Stored data:
· · · · ·
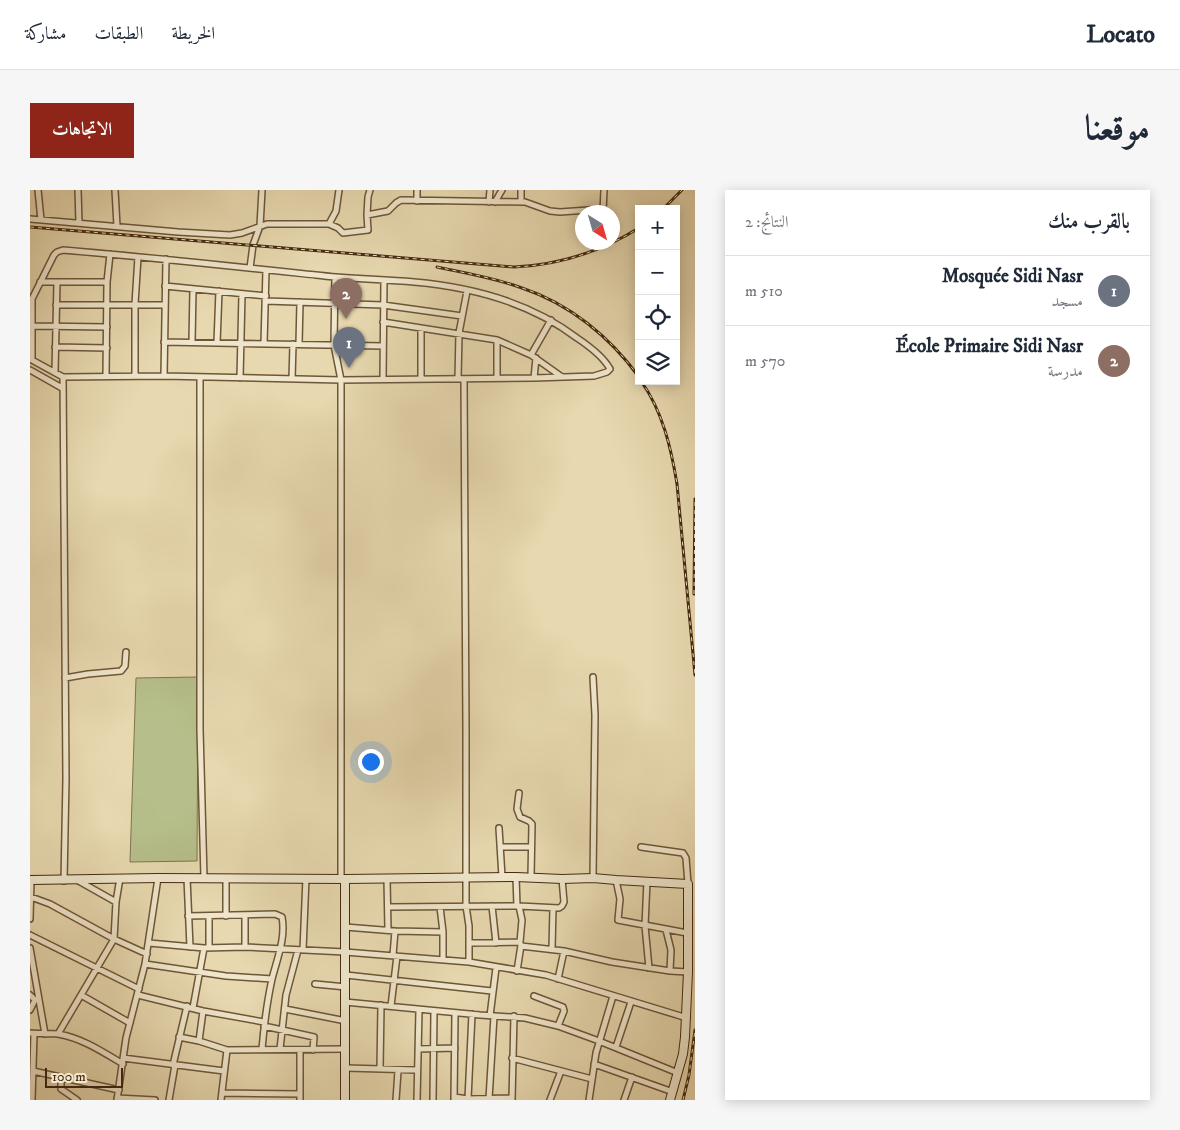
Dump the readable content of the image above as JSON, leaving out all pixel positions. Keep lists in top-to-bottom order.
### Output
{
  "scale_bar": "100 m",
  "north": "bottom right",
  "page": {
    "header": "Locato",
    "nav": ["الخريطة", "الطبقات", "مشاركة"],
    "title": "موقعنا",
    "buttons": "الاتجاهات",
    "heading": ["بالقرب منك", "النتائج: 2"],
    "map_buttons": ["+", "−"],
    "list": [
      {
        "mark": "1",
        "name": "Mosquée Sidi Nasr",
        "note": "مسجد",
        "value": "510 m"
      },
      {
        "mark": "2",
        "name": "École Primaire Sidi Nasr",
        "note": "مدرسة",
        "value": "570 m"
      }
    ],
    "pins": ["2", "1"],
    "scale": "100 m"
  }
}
· · · · ·
◆ **The task**: Your copy of the data above should match it exactly, apart from the images.

◆ **Exercise response**:
Dump the readable content of the image above as JSON, leaving out all pixel positions. Keep lists in top-to-bottom order.
### Output
{
  "scale_bar": "100 m",
  "north": "bottom right",
  "page": {
    "header": "Locato",
    "nav": ["الخريطة", "الطبقات", "مشاركة"],
    "title": "موقعنا",
    "buttons": "الاتجاهات",
    "heading": ["بالقرب منك", "النتائج: 2"],
    "map_buttons": ["+", "−"],
    "list": [
      {
        "mark": "1",
        "name": "Mosquée Sidi Nasr",
        "note": "مسجد",
        "value": "510 m"
      },
      {
        "mark": "2",
        "name": "École Primaire Sidi Nasr",
        "note": "مدرسة",
        "value": "570 m"
      }
    ],
    "pins": ["2", "1"],
    "scale": "100 m"
  }
}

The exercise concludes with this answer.